Reports of cyber attacks on large corporations such as Nationwide, JPMorgan Chase and even the Pentagon have been make big news. Yet, every day there are attacks aimed at small to mid-size organizations.
With the increasing use of EHRs, practices are facing increased liability with regard to breaches of protected Health information (ePHI). Hackers know that healthcare providers are less likely to fully protect themselves.
At the same time, increased HIPAA and HITECH security regulations and penalties, for violations, also increase the healthcare providers liability for breaches of ePHI,
Many Doctors simply lack the knowledge and training needed to protect their offices against a cyber attack or meet HIPAA Security Rule requirements.
In this three part series we will discuss simple steps to reduce most major threats to the safety of ePHI. This should be considered basic computer security 101 and not a course on the HIPAA/HITECH rules.
First, unless your practice is totally disconnected from the Internet, it should have a Firewall to protect against threats from outside sources.
Basically, a Firewall is a system that prevents unauthorized access to a private network and works like a filter between your computer network and the Internet.

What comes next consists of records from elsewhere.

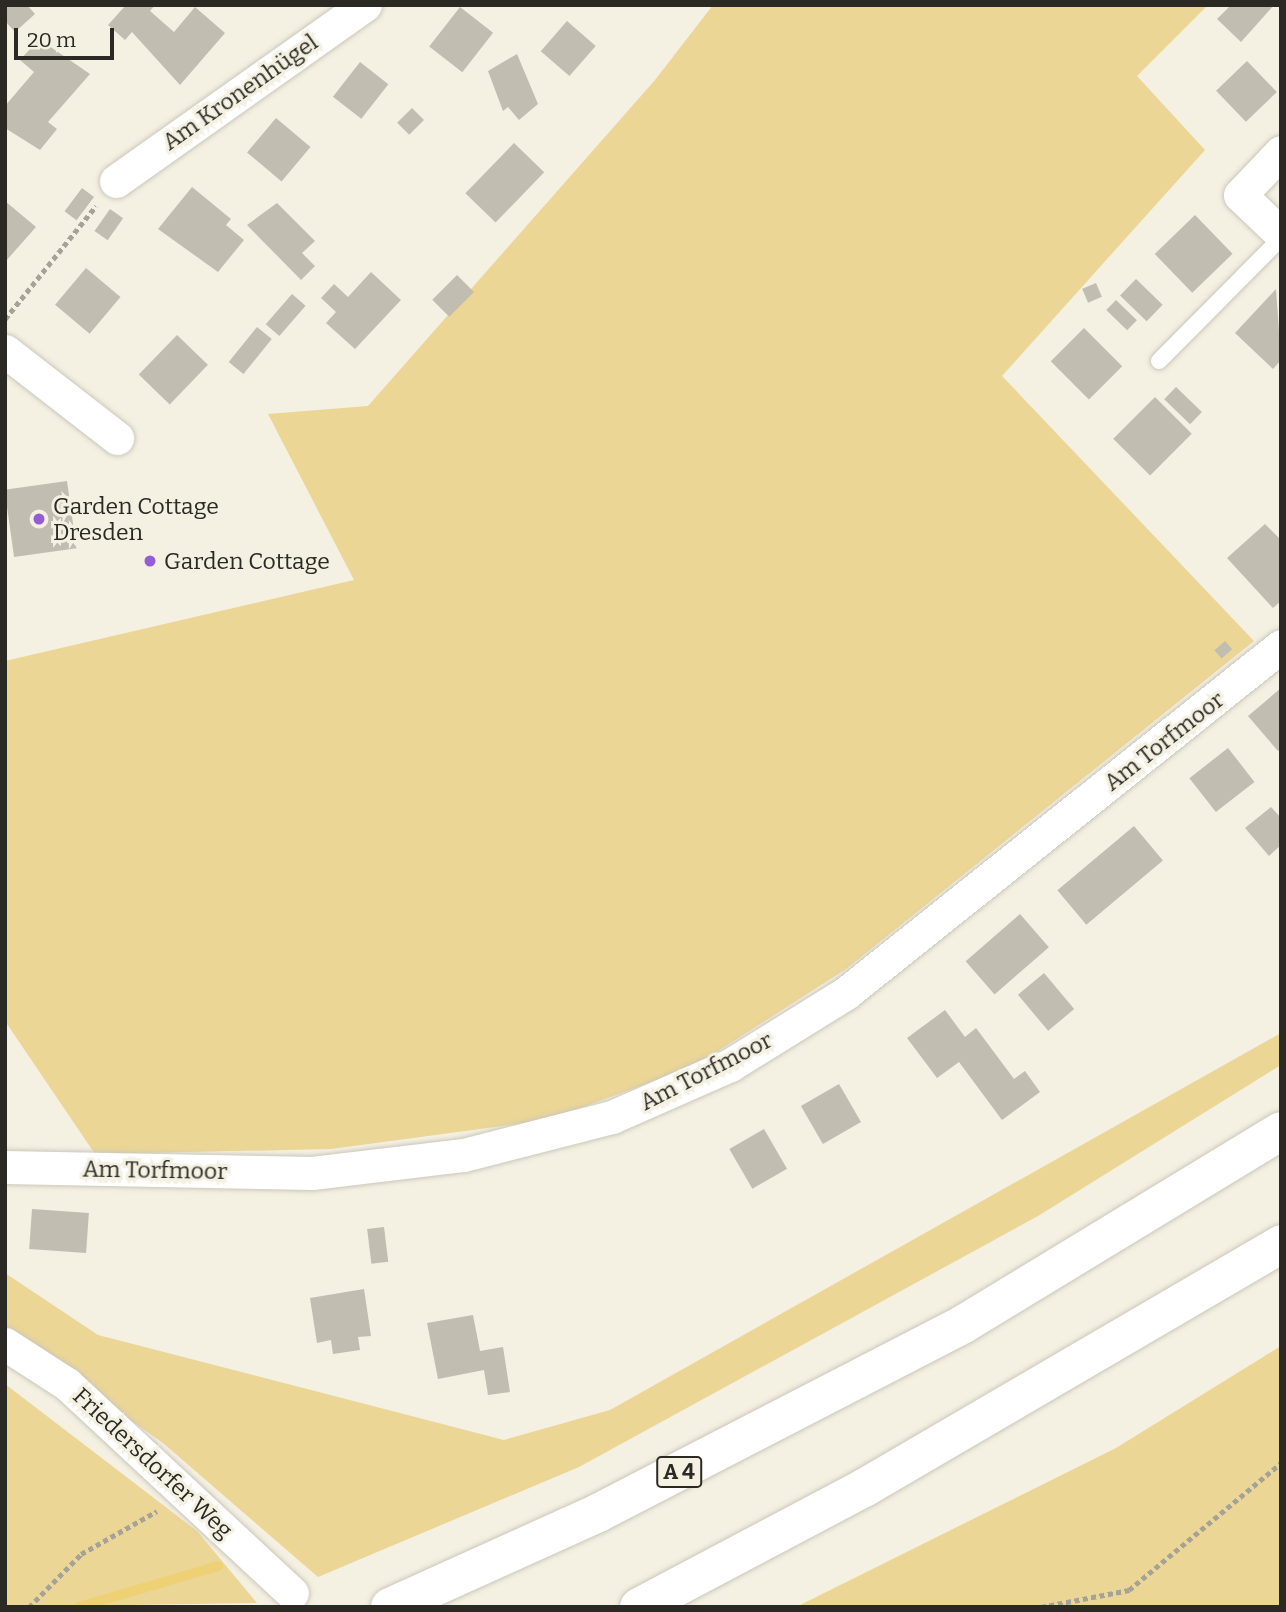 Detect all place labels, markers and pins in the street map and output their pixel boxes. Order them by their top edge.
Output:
place label: Garden Cottage Dresden [53,492,219,546]
marker: Garden Cottage Dresden [31,511,47,527]
place label: Garden Cottage [164,547,330,575]
marker: Garden Cottage [142,553,158,569]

Anything that goes into or out of the network must pass through the firewall.
The firewall examines each message and can be configured to prevent employees from sending certain types of emails or transmitting sensitive data outside of the network.
Additionally, firewalls can be programmed to prevent access to certain websites (like social networking sites) and can prevent outside computers from accessing computers inside your network.
Most computer operating systems come with a firewall installed and firewall software is also available at stores that sell computer products. Both types of firewall software normally provide technical support and guidance for users without the technical savvy.
In small offices, attackers compromise computers primarily through viruses, spyware and malware. Computers can become infected by outside sources such as CD- ROMs, e-mail, flash drives, and web downloads. Even a computer that has all the latest security updates to its operating system and applications can be at risk because of system flaws.
Anti-virus software analysis’s system files to look for known viruses, by means of a virus dictionary, and identifies suspicious behavior that might indicate an infection. Therefore, providing protection against brand-new viruses that do not yet exist in any virus dictionaries.
Without anti-virus software to identify infections, data may be stolen or destroyed. Reliable Anti-virus software is available at most stores that sell computer products, and are relatively inexpensive to buy.
Once you’ve down loaded anti-virus software to your computer, this includes hand held devices, make sure to keep it updated. Anti-virus products require regular updates in order to protect from new computer viruses.
Passwords are a first line defense in preventing unauthorized access to any computer and should be required to log into your system. In addition, passwords can be reviewed, using an audit trail log, to see who is accessing specific information and what changes where made to that information.
Passwords can also limit what information individual people have to certain information. This can include certain staff members, your IT contractor, your billing company or anyone who has remote access to your computer system.
Because criminals use special software to try to guess a password, it is important to use strong passwords. A Strong password should:
- Be at least 8 characters in length
- Include a combination of upper case and lower case letters, at least one number and at least one special character, such as a punctuation mark
- Be changed periodically.
You should also have policies in place to remove passwords on staff that leave or are terminated.
An administrator password is used only when you need to make changes or updates to your operating system. This means that anyone with this code can go anywhere and change anything in your system.
To decrease the chance that the administrator password gets stolen, the person in your office authorized to make changes to your system should have a separate user code that is used for daily system access.